Function (->) r is a monad according to a declaration in Control.Monad.Instances:
instance Monad ((->) r) where
return x = \_ -> x
h >>= f = \w -> f (h w) w
Even what Miran Lipovača says about it makes me confused:
The implementation for
>>=seems a bit cryptic, but it's really not all that. When we use>>=to feed a monadic value to a function, the result is always a monadic value. So in this case, when we feed a function to another function, the result is a function as well. That's why the result starts off as a lambda. All of the implementations of>>=so far always somehow isolated the result from the monadic value and then applied the function f to that result. The same thing happens here. To get the result from a function, we have to apply it to something, which is why we do(h w)here to get the result from the function and then we apply f to that. f returns a monadic value, which is a function in our case, so we apply it to w as well.
The type signature of (>>=) is this: (>>=) :: m a -> (a -> m b) -> m b
So I take that h is typed as m a and f as (a -> m b). If a function is m a, does it return an a type value? or does it return something else taking an a type?

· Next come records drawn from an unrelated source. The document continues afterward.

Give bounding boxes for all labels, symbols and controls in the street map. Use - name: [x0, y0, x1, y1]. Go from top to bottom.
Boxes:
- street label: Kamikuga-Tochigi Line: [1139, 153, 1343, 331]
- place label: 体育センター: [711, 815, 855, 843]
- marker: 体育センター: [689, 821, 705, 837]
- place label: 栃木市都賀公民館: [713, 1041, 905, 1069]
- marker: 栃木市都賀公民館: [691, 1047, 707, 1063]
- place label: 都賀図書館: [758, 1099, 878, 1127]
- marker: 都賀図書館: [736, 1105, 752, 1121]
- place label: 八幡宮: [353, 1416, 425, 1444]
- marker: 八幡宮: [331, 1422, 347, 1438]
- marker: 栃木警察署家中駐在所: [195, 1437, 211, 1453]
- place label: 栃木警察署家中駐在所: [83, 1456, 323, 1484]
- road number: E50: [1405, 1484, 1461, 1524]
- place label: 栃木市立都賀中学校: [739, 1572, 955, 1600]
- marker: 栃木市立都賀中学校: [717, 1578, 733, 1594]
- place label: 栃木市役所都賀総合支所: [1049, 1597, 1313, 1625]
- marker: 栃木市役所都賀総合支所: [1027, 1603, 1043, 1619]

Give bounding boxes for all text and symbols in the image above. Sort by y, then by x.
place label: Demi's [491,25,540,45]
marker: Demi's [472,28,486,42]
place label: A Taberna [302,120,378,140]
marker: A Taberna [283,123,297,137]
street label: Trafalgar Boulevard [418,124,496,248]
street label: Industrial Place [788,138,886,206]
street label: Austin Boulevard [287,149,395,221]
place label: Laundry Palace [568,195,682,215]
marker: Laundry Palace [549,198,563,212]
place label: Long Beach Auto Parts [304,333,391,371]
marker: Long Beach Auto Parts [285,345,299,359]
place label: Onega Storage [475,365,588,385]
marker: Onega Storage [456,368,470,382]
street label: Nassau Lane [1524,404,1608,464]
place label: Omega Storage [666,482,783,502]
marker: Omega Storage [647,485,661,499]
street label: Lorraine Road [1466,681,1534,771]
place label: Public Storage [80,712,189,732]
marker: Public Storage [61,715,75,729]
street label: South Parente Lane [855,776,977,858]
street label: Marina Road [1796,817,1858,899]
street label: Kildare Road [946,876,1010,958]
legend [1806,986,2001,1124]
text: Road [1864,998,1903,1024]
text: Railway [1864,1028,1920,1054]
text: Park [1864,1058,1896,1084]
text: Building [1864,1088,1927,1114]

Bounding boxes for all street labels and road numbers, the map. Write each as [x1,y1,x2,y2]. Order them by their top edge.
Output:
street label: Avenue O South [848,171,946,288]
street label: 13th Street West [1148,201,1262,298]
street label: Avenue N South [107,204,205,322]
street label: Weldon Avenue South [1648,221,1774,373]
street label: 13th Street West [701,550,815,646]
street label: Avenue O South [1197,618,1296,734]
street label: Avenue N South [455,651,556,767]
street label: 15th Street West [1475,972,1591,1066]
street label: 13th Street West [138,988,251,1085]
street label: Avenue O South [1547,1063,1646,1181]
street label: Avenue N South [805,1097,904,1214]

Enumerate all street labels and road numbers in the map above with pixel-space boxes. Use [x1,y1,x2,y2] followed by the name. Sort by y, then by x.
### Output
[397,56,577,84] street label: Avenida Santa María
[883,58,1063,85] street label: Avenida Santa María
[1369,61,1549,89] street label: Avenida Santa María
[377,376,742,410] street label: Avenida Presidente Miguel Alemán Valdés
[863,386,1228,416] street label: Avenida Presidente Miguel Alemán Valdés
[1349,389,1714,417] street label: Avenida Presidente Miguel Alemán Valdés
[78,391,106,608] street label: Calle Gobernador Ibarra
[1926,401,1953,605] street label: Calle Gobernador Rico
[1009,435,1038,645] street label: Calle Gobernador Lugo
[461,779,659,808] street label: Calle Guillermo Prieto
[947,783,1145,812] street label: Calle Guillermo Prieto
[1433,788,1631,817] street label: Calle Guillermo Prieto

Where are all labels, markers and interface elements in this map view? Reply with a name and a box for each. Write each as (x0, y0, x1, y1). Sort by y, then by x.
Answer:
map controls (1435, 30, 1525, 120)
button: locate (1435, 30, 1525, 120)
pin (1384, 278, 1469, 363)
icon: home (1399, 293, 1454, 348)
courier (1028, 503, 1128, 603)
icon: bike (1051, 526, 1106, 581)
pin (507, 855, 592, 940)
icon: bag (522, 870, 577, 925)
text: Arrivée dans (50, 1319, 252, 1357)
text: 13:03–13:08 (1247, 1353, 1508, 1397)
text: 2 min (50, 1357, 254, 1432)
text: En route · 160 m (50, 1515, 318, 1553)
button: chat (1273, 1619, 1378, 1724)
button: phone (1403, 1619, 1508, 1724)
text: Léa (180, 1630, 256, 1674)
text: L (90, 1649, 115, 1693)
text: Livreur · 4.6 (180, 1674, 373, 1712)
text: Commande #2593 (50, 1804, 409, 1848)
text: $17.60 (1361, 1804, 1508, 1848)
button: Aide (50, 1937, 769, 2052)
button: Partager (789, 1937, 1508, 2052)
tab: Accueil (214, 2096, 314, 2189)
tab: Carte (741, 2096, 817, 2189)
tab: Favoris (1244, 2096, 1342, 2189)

If the non-monad value of h is fed to f, then we get:
f (h w)
Looks fine. Since f is a function and has taken its sole argument, it is already a value, no? Since it's a monadic function the value is also a monadic value. Why then does it need another value w? Doesn't feeding w to f something make it non-monadic, i.e., it is not a function any more, no? I also cannot understand why f something and h take the same argument w and return different value types (m a and m b).